The judge also didn’t force Apple to change its fees or let third-party app stores on its platform, which would have been a far larger blow to Apple’s revenue.

The ruling states that Apple must let developers communicate with customers “through points of contact obtained voluntarily from customers through registration within the app.” Last month, as part of minor concessions designed to settle a class-action lawsuit with small developers in the U.S., Apple had already agreed to allow those direct communications between developers and end users.

The ruling in the Epic trial only applies to the U.S., while Apple’s previous App Store changes — relating to communications and reader apps — were designed to be global.

The ruling could ultimately mean Epic’s Fortnite comes back to the App Store. The game was originally removed last year for using its own payment method, bypassing Apple’s fees. Now that an injunction is in place for Apple to allow that approach in some form, Fortnite could be poised to return.

Sweeney said Friday that Epic would only restore Fortnite on the App Store “when and where Epic can offer in-app payment in fair competition with Apple in-app payment, passing along the savings to consumers.”

The ruling is believed to mean that users would be able to make purchases via the web, rather than having a competitng payment system in apps themselves. That means Epic would need to build a website to let users make purchases and include a link to that site in Fortnite in order to comply with the rules. That’s something Sweeney appears to be implying that Epic doesn’t want to do. Epic wants a built-in payment system, not the option to steer to the web.

In a briefing, Apple said that the reasons for banning Fortnite far eclipsed Epic’s decision to offer an alternative payment method and it’s unclear if Fortnite would return. It did, however, point to previous claims that it would allow Fortnite back if it returned to compliance with the App Store rules.

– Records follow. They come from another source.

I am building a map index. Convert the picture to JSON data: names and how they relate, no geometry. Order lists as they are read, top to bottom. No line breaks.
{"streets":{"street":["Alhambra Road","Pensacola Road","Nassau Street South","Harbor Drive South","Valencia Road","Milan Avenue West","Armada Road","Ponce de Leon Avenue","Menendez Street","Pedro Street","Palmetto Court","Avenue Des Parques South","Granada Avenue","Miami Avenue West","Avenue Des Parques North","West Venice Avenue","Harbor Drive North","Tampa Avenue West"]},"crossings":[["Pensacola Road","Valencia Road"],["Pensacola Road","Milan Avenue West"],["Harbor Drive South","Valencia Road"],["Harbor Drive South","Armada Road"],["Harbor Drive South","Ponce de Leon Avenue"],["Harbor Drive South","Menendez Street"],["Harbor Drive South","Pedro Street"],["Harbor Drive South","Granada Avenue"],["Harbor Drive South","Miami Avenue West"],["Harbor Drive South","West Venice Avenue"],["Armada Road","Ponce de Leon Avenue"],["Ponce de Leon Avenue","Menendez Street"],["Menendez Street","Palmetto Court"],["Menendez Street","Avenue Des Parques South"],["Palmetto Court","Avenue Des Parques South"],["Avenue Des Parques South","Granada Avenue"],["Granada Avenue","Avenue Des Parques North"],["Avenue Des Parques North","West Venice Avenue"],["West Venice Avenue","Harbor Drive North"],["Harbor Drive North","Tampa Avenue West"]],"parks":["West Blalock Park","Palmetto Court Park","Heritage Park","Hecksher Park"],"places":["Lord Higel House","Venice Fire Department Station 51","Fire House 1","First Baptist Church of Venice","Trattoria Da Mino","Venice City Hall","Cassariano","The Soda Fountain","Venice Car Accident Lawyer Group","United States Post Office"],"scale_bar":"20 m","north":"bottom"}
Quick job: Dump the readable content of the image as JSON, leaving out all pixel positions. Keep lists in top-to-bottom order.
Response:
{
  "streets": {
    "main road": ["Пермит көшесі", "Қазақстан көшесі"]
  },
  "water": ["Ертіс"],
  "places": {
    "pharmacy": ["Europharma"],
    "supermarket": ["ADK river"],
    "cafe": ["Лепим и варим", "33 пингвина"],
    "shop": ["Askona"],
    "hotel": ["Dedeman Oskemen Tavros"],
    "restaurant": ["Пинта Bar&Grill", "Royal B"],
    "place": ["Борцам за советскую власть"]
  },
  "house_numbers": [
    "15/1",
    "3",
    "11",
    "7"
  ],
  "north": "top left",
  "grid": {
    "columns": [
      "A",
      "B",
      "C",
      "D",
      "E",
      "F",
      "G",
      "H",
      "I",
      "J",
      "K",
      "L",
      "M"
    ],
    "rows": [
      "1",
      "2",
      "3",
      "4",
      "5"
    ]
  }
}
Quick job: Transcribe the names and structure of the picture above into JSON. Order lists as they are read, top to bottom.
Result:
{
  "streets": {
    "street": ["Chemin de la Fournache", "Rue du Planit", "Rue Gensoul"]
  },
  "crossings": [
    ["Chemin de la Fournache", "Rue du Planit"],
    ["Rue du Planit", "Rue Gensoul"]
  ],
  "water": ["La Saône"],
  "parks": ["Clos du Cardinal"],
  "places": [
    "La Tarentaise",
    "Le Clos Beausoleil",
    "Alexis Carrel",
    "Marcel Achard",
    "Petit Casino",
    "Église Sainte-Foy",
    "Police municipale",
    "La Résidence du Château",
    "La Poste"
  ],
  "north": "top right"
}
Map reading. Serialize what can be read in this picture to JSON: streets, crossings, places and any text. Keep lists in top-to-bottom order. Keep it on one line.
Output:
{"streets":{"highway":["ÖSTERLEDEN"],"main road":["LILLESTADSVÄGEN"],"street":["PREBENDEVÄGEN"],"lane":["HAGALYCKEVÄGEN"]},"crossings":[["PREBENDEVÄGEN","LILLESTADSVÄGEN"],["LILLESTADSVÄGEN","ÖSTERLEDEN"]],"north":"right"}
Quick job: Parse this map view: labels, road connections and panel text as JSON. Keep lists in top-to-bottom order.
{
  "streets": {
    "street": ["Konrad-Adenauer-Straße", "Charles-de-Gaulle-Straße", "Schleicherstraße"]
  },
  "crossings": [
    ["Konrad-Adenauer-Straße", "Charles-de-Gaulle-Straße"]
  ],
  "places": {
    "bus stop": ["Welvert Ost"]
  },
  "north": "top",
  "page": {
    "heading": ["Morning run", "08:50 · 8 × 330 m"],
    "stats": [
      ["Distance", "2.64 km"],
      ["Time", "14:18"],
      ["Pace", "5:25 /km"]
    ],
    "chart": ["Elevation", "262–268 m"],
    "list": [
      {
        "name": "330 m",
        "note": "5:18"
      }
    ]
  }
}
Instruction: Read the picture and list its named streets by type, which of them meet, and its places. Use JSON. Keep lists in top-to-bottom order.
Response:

Sweeney said that Epic will continue “fighting for fair competition among in-app payment methods and app stores for a billion consumers.”

The ruling didn’t apply to the revenue that Apple previously lost from Epic bypassing its payment system. The judge ruled that Epic owes Apple $3.7 million for missed fees for Fortnite purchases made between August and October 2020. She also said Epic must pay Apple its 30% cut for purchases made between November 2020 and the ruling.

Apple has argued that its tight control of the App Store helps protect consumers and prevent developers from swindling users.

“We are still analyzing the decision, which is 180 pages long,” Apple’s Adams added, “but the headline is that Apple’s app store business model has been validated.”